1.
Spinning. So, you got
your first spindle and figured out how to spin it. The next step is to spin it with actual wool.
If the sense of adventure has not abandoned you at this point, congratulations, you are an optimist!
Most of adventurous first timers end up with thread that often resembles a skinny python that ate a fat chicken.
If hope had not been abandoned at this point, the thread will equalize into a skinny tree snake, occasionally getting
lucky and swallowing a frog or two.
Most people graduate to spaghetti-like thread and become unable to
portrait reptiles in their spinning. Like an embryonic tail, people lose the ability to make “unique”,
aka lumpy, bumpy and artsy, yarn. Most have to resort to taking expensive classes. So,
enjoy your ability while it lasts, for it is a rare ability to retain…….
2.
Plying. You don’t have to do it… although it is strongly
recommended, it is not necessary for every project. A single thread can be used successfully, but it will
have several disadvantages: it will not be as sturdy and wear resistant, because of the one-way twist,
it can be unbalanced and will pull the finished garment which will have to be dealt with in the end. The
advantage is a simpler process.
Plying is a process where you are not creating
new thread, you are joining two single threads together.

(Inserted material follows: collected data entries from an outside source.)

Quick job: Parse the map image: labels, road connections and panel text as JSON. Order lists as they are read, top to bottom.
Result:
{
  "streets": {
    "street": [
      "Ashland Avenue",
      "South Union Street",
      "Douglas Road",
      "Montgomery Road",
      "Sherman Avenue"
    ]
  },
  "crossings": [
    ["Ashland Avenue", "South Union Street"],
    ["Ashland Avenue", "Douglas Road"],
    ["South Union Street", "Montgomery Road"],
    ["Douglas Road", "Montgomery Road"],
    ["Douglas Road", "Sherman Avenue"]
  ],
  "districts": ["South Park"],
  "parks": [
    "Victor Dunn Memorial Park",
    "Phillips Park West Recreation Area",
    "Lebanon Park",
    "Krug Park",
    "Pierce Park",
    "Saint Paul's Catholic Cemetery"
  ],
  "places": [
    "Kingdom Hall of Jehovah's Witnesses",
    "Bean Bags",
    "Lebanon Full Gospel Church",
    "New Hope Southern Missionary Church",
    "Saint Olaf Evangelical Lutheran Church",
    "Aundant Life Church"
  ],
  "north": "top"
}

There are a number of ways to accomplish this.
If you already figured out how to spin, this is a bit easier because you will be just putting twist into an existing
thread.
You
can either wind your thread on two chopsticks more or less equally (put hem into two separate brown paper bags and tie a knot
to join the together and then start spinning them on the spindle), or you can figure out how to do Andean plying by watching
youtube videos. I strongly recommend it because it is invaluable when you only have one spindle, or not
a lot of thread.
The most important thing is to ply IN THE OPPOSITE DIRECTION of how you were spinning.
3. Making
a skein. If you don’t have a niddy-noddy kicking around your house, and no, it is not your
free loading cousin, or something you drink, you can always resort to enlisting accomplices into your daring pursuits.
Find a willing victim, um, I mean an assistant, a helpless chair, um, I mean a useful tool, and wind the yarn on so
that all the loops are the same size and have more or less equal tension. Then tie them in 4 places with
any thread you got and dunk it into a bucket of hot water with a drop of dish soap for 30 min.
When the experiment is over, you
can hang your yarn to drip dry and use it when it is fully dried. If you want to knit or crochet with it,
you should make a center pull ball. You can use the wooden spoon handle, a pencil or anything long and
smooth…….
If your ball of yarn vaguely resembles a shaved porcupine
or an angry possum, do not despair, it still smells better than any of them and has no ancestral relationship with the dust
balls that occasionally may hide under your neighbor’s sofa, (never yours, of course).